[Records from a data collection]
┏━━
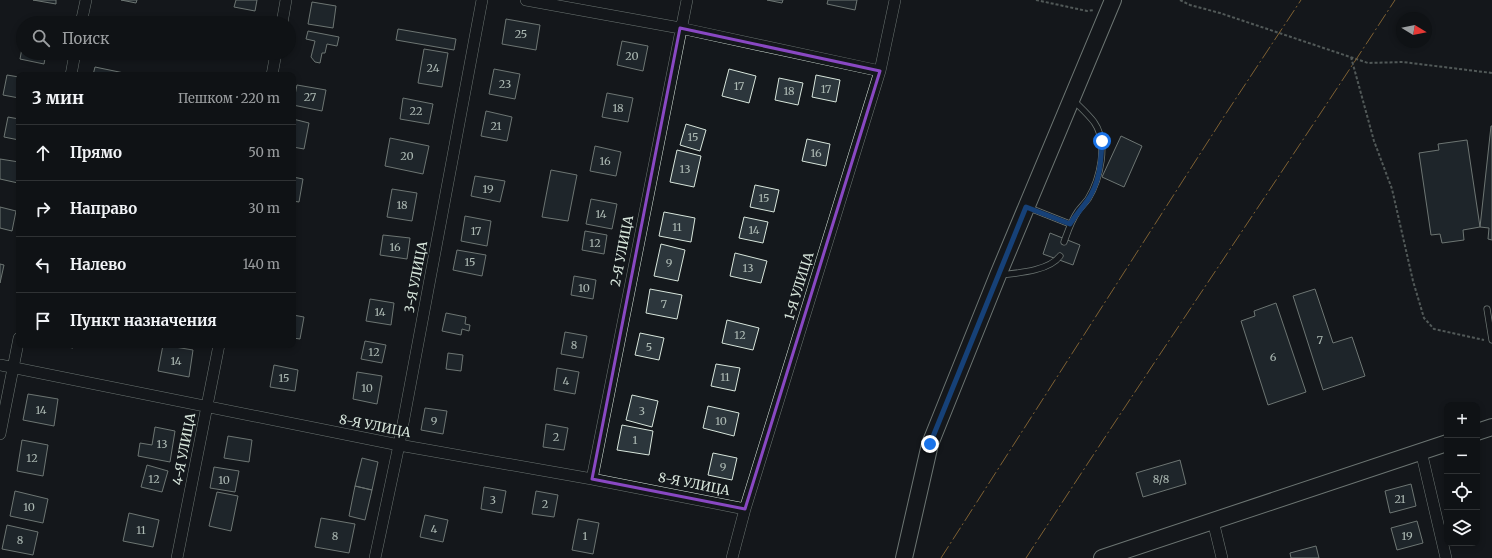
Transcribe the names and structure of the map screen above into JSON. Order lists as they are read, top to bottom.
{
  "streets": {
    "street": [
      "2-Я УЛИЦА",
      "3-Я УЛИЦА",
      "1-Я УЛИЦА",
      "8-Я УЛИЦА",
      "4-Я УЛИЦА"
    ]
  },
  "crossings": [
    ["2-Я УЛИЦА", "8-Я УЛИЦА"],
    ["3-Я УЛИЦА", "8-Я УЛИЦА"],
    ["1-Я УЛИЦА", "8-Я УЛИЦА"],
    ["8-Я УЛИЦА", "4-Я УЛИЦА"]
  ],
  "house_numbers": [
    "25",
    "20",
    "24",
    "23",
    "17",
    "17",
    "18",
    "27",
    "18",
    "22",
    "21",
    "15",
    "16",
    "20",
    "16",
    "13",
    "19",
    "15",
    "18",
    "14",
    "11",
    "14",
    "17",
    "12",
    "16",
    "15",
    "9",
    "13",
    "10",
    "7",
    "14",
    "12",
    "7",
    "8",
    "5",
    "12",
    "6",
    "14",
    "11",
    "15",
    "4",
    "10",
    "14",
    "3",
    "9",
    "10",
    "2",
    "1",
    "13",
    "12",
    "9",
    "12",
    "8/8",
    "10",
    "21",
    "3",
    "2",
    "10",
    "4",
    "11",
    "8",
    "1",
    "19",
    "8"
  ],
  "north": "right",
  "page": {
    "search": "Поиск",
    "heading": ["3 мин", "Пешком · 220 m"],
    "list": [
      ["Прямо", "50 m"],
      ["Направо", "30 m"],
      ["Налево", "140 m"],
      "Пункт назначения"
    ],
    "map_buttons": ["+", "−"]
  }
}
┗━━
■ What is expected:
Report each line in the data above that holds the word "УЛИЦА" by copying it.

■ Result for this exercise:
      "2-Я УЛИЦА",
      "3-Я УЛИЦА",
      "1-Я УЛИЦА",
      "8-Я УЛИЦА",
      "4-Я УЛИЦА"
    ["2-Я УЛИЦА", "8-Я УЛИЦА"],
    ["3-Я УЛИЦА", "8-Я УЛИЦА"],
    ["1-Я УЛИЦА", "8-Я УЛИЦА"],
    ["8-Я УЛИЦА", "4-Я УЛИЦА"]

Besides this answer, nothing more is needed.